EXERCISE DETAILS:
All entries should be output exactly as they stand.
#### TASK DATA
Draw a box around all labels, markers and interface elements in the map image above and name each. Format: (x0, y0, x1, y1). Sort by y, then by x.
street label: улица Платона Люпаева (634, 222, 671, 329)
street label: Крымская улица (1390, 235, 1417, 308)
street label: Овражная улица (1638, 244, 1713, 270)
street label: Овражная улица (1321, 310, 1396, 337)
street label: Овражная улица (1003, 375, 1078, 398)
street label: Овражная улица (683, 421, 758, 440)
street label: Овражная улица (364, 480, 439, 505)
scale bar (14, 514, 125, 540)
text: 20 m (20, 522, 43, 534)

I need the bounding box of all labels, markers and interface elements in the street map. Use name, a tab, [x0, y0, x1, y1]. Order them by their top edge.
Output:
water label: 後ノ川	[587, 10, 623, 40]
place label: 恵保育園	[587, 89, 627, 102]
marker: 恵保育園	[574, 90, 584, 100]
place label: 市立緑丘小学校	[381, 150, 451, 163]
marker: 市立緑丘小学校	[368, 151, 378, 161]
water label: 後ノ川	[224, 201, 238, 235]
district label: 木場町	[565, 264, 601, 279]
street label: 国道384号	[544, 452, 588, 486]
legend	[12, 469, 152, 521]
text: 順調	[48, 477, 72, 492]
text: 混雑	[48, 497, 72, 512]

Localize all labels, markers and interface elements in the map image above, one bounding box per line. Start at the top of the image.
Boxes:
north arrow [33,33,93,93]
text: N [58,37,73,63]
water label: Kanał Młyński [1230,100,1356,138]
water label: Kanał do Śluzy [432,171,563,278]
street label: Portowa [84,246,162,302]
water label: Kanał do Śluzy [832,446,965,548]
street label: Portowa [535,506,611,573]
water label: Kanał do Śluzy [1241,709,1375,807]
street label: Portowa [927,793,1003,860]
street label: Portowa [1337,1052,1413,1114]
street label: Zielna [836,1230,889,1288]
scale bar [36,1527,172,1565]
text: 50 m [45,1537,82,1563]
########
RESULT FOR THIS EXERCISE:
Draw a box around all labels, markers and interface elements in the map image above and name each. Format: (x0, y0, x1, y1). Sort by y, then by x.
street label: улица Платона Люпаева (634, 222, 671, 329)
street label: Крымская улица (1390, 235, 1417, 308)
street label: Овражная улица (1638, 244, 1713, 270)
street label: Овражная улица (1321, 310, 1396, 337)
street label: Овражная улица (1003, 375, 1078, 398)
street label: Овражная улица (683, 421, 758, 440)
street label: Овражная улица (364, 480, 439, 505)
scale bar (14, 514, 125, 540)
text: 20 m (20, 522, 43, 534)

I need the bounding box of all labels, markers and interface elements in the street map. Use name, a tab, [x0, y0, x1, y1]. Order them by their top edge.
Output:
water label: 後ノ川	[587, 10, 623, 40]
place label: 恵保育園	[587, 89, 627, 102]
marker: 恵保育園	[574, 90, 584, 100]
place label: 市立緑丘小学校	[381, 150, 451, 163]
marker: 市立緑丘小学校	[368, 151, 378, 161]
water label: 後ノ川	[224, 201, 238, 235]
district label: 木場町	[565, 264, 601, 279]
street label: 国道384号	[544, 452, 588, 486]
legend	[12, 469, 152, 521]
text: 順調	[48, 477, 72, 492]
text: 混雑	[48, 497, 72, 512]

Localize all labels, markers and interface elements in the map image above, one bounding box per line. Start at the top of the image.
Boxes:
north arrow [33,33,93,93]
text: N [58,37,73,63]
water label: Kanał Młyński [1230,100,1356,138]
water label: Kanał do Śluzy [432,171,563,278]
street label: Portowa [84,246,162,302]
water label: Kanał do Śluzy [832,446,965,548]
street label: Portowa [535,506,611,573]
water label: Kanał do Śluzy [1241,709,1375,807]
street label: Portowa [927,793,1003,860]
street label: Portowa [1337,1052,1413,1114]
street label: Zielna [836,1230,889,1288]
scale bar [36,1527,172,1565]
text: 50 m [45,1537,82,1563]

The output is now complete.